--- SUPPLIED RECORDS ---
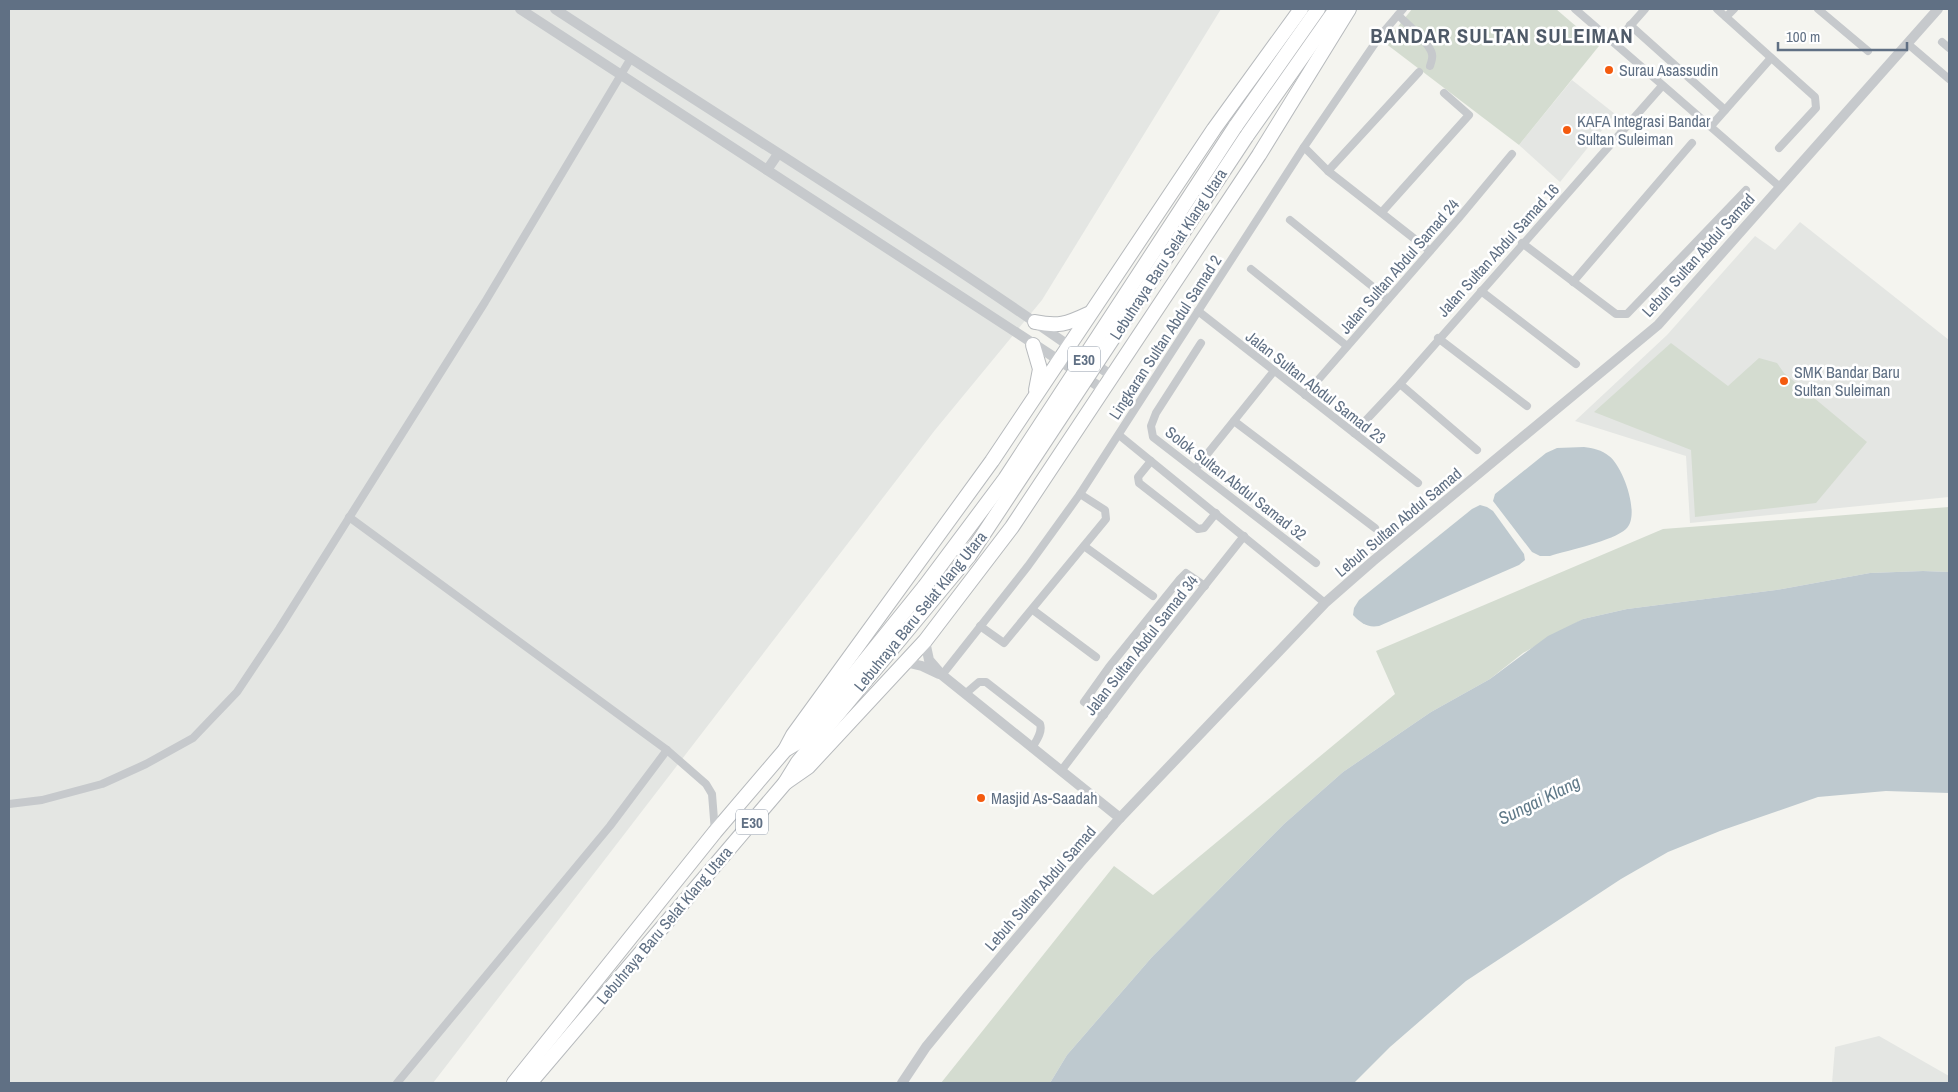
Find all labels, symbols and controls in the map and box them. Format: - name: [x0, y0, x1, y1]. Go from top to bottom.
- scale bar: [1778, 20, 1907, 52]
- district label: BANDAR SULTAN SULEIMAN: [1370, 21, 1634, 50]
- text: 100 m: [1786, 26, 1820, 47]
- place label: Surau Asassudin: [1619, 59, 1718, 81]
- marker: Surau Asassudin: [1603, 64, 1615, 76]
- place label: KAFA Integrasi Bandar Sultan Suleiman: [1577, 110, 1711, 150]
- marker: KAFA Integrasi Bandar Sultan Suleiman: [1561, 124, 1573, 136]
- street label: Lebuhraya Baru Selat Klang Utara: [1104, 164, 1232, 344]
- street label: Jalan Sultan Abdul Samad 16: [1432, 179, 1564, 321]
- street label: Lebuh Sultan Abdul Samad: [1637, 189, 1759, 321]
- street label: Jalan Sultan Abdul Samad 24: [1334, 194, 1464, 338]
- street label: Lingkaran Sultan Abdul Samad 2: [1104, 251, 1226, 423]
- street label: Jalan Sultan Abdul Samad 23: [1241, 325, 1391, 449]
- road number: E30: [1068, 346, 1100, 372]
- place label: SMK Bandar Baru Sultan Suleiman: [1794, 361, 1900, 401]
- marker: SMK Bandar Baru Sultan Suleiman: [1778, 375, 1790, 387]
- street label: Solok Sultan Abdul Samad 32: [1161, 421, 1311, 545]
- street label: Lebuh Sultan Abdul Samad: [1330, 462, 1466, 582]
- street label: Lebuhraya Baru Selat Klang Utara: [849, 526, 992, 696]
- street label: Jalan Sultan Abdul Samad 34: [1079, 570, 1203, 720]
- water label: Sungai Klang: [1494, 769, 1584, 831]
- place label: Masjid As-Saadah: [991, 787, 1097, 809]
- marker: Masjid As-Saadah: [975, 792, 987, 804]
- road number: E30: [736, 810, 768, 834]
- street label: Lebuh Sultan Abdul Samad: [980, 821, 1100, 955]
- street label: Lebuhraya Baru Selat Klang Utara: [591, 841, 737, 1009]

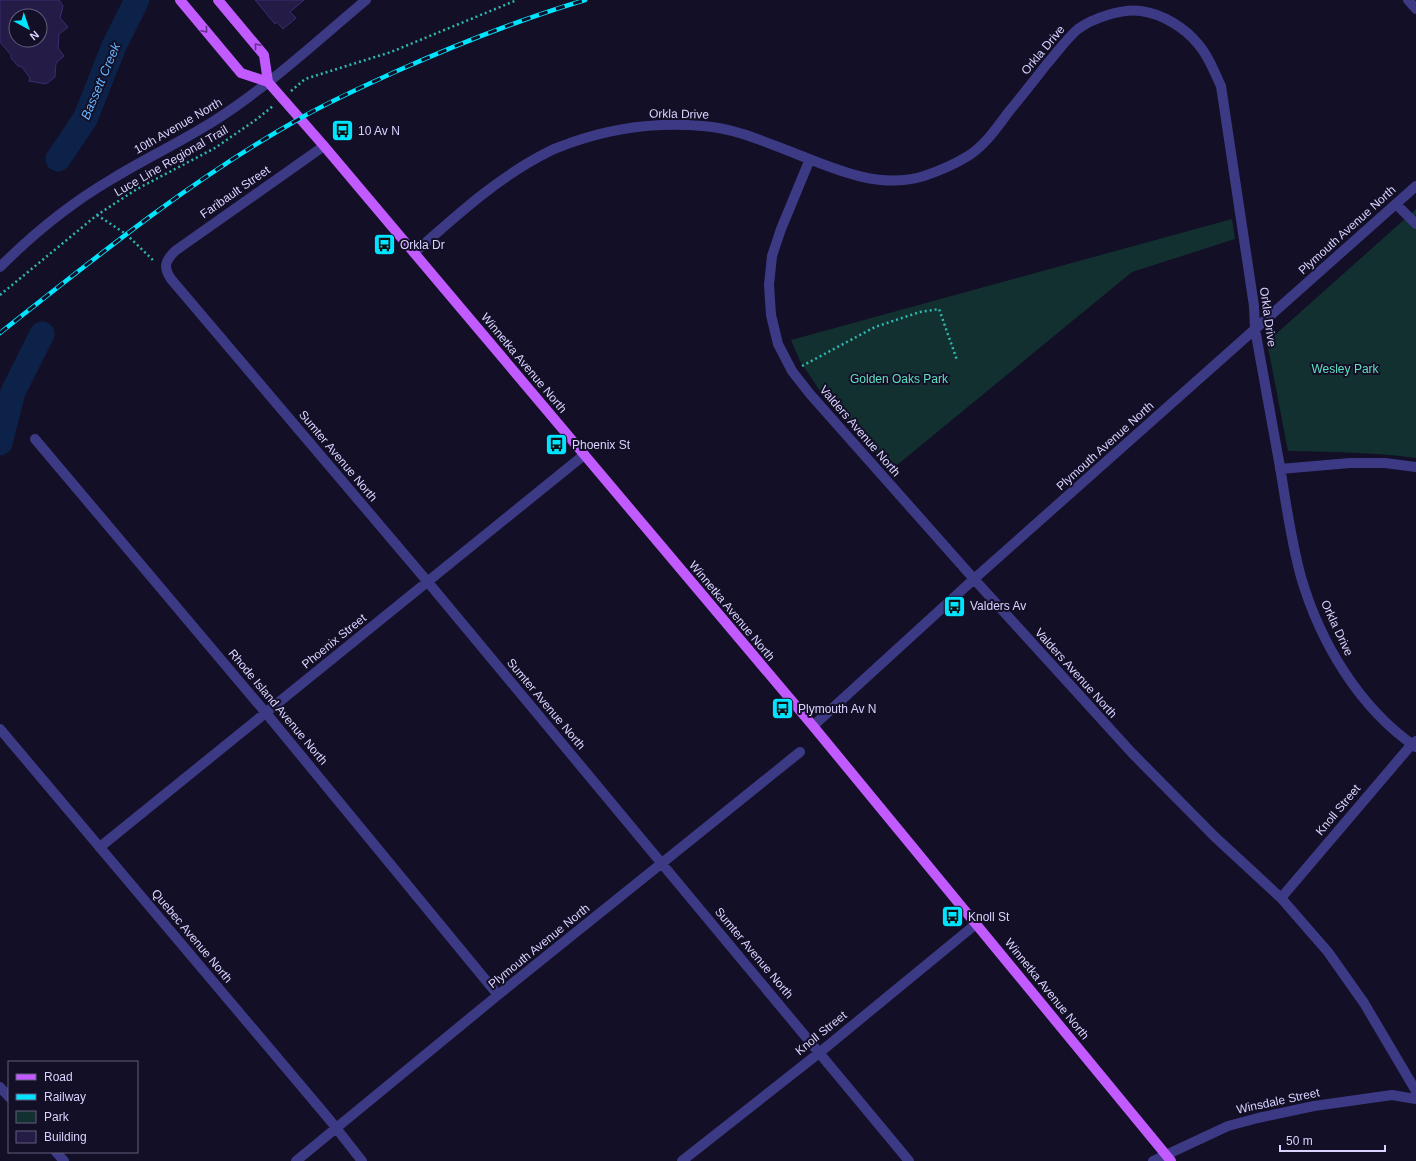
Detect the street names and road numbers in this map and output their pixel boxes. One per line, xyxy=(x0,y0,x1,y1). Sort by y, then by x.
street label: Orkla Drive xyxy=(1018,22,1068,77)
street label: 10th Avenue North xyxy=(132,95,224,157)
street label: Orkla Drive xyxy=(649,106,709,122)
street label: Luce Line Regional Trail xyxy=(112,123,230,199)
street label: Faribault Street xyxy=(197,162,273,221)
street label: Plymouth Avenue North xyxy=(1296,183,1398,277)
street label: Orkla Drive xyxy=(1257,286,1279,348)
street label: Winnetka Avenue North xyxy=(478,310,570,416)
street label: Valders Avenue North xyxy=(817,383,903,479)
street label: Plymouth Avenue North xyxy=(1054,399,1156,493)
street label: Sumter Avenue North xyxy=(296,408,380,504)
street label: Winnetka Avenue North xyxy=(686,558,778,664)
street label: Orkla Drive xyxy=(1318,598,1356,658)
street label: Phoenix Street xyxy=(299,610,370,671)
street label: Valders Avenue North xyxy=(1032,625,1120,721)
street label: Rhode Island Avenue North xyxy=(226,646,330,768)
street label: Sumter Avenue North xyxy=(504,656,588,752)
street label: Knoll Street xyxy=(1313,781,1364,838)
street label: Quebec Avenue North xyxy=(149,886,235,986)
street label: Plymouth Avenue North xyxy=(486,901,592,991)
street label: Sumter Avenue North xyxy=(712,905,796,1001)
street label: Winnetka Avenue North xyxy=(1002,936,1092,1042)
street label: Knoll Street xyxy=(792,1008,850,1058)
street label: Winsdale Street xyxy=(1235,1085,1322,1117)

--- ACTIVITY ---
Would you please retype all the data exactly? Leave out whatever pictures it holds.

--- YOUR RESPONSE ---
Find all labels, symbols and controls in the map and box them. Format: - name: [x0, y0, x1, y1]. Go from top to bottom.
- scale bar: [1778, 20, 1907, 52]
- district label: BANDAR SULTAN SULEIMAN: [1370, 21, 1634, 50]
- text: 100 m: [1786, 26, 1820, 47]
- place label: Surau Asassudin: [1619, 59, 1718, 81]
- marker: Surau Asassudin: [1603, 64, 1615, 76]
- place label: KAFA Integrasi Bandar Sultan Suleiman: [1577, 110, 1711, 150]
- marker: KAFA Integrasi Bandar Sultan Suleiman: [1561, 124, 1573, 136]
- street label: Lebuhraya Baru Selat Klang Utara: [1104, 164, 1232, 344]
- street label: Jalan Sultan Abdul Samad 16: [1432, 179, 1564, 321]
- street label: Lebuh Sultan Abdul Samad: [1637, 189, 1759, 321]
- street label: Jalan Sultan Abdul Samad 24: [1334, 194, 1464, 338]
- street label: Lingkaran Sultan Abdul Samad 2: [1104, 251, 1226, 423]
- street label: Jalan Sultan Abdul Samad 23: [1241, 325, 1391, 449]
- road number: E30: [1068, 346, 1100, 372]
- place label: SMK Bandar Baru Sultan Suleiman: [1794, 361, 1900, 401]
- marker: SMK Bandar Baru Sultan Suleiman: [1778, 375, 1790, 387]
- street label: Solok Sultan Abdul Samad 32: [1161, 421, 1311, 545]
- street label: Lebuh Sultan Abdul Samad: [1330, 462, 1466, 582]
- street label: Lebuhraya Baru Selat Klang Utara: [849, 526, 992, 696]
- street label: Jalan Sultan Abdul Samad 34: [1079, 570, 1203, 720]
- water label: Sungai Klang: [1494, 769, 1584, 831]
- place label: Masjid As-Saadah: [991, 787, 1097, 809]
- marker: Masjid As-Saadah: [975, 792, 987, 804]
- road number: E30: [736, 810, 768, 834]
- street label: Lebuh Sultan Abdul Samad: [980, 821, 1100, 955]
- street label: Lebuhraya Baru Selat Klang Utara: [591, 841, 737, 1009]

Detect the street names and road numbers in this map and output their pixel boxes. One per line, xyxy=(x0,y0,x1,y1). Sort by y, then by x.
street label: Orkla Drive xyxy=(1018,22,1068,77)
street label: 10th Avenue North xyxy=(132,95,224,157)
street label: Orkla Drive xyxy=(649,106,709,122)
street label: Luce Line Regional Trail xyxy=(112,123,230,199)
street label: Faribault Street xyxy=(197,162,273,221)
street label: Plymouth Avenue North xyxy=(1296,183,1398,277)
street label: Orkla Drive xyxy=(1257,286,1279,348)
street label: Winnetka Avenue North xyxy=(478,310,570,416)
street label: Valders Avenue North xyxy=(817,383,903,479)
street label: Plymouth Avenue North xyxy=(1054,399,1156,493)
street label: Sumter Avenue North xyxy=(296,408,380,504)
street label: Winnetka Avenue North xyxy=(686,558,778,664)
street label: Orkla Drive xyxy=(1318,598,1356,658)
street label: Phoenix Street xyxy=(299,610,370,671)
street label: Valders Avenue North xyxy=(1032,625,1120,721)
street label: Rhode Island Avenue North xyxy=(226,646,330,768)
street label: Sumter Avenue North xyxy=(504,656,588,752)
street label: Knoll Street xyxy=(1313,781,1364,838)
street label: Quebec Avenue North xyxy=(149,886,235,986)
street label: Plymouth Avenue North xyxy=(486,901,592,991)
street label: Sumter Avenue North xyxy=(712,905,796,1001)
street label: Winnetka Avenue North xyxy=(1002,936,1092,1042)
street label: Knoll Street xyxy=(792,1008,850,1058)
street label: Winsdale Street xyxy=(1235,1085,1322,1117)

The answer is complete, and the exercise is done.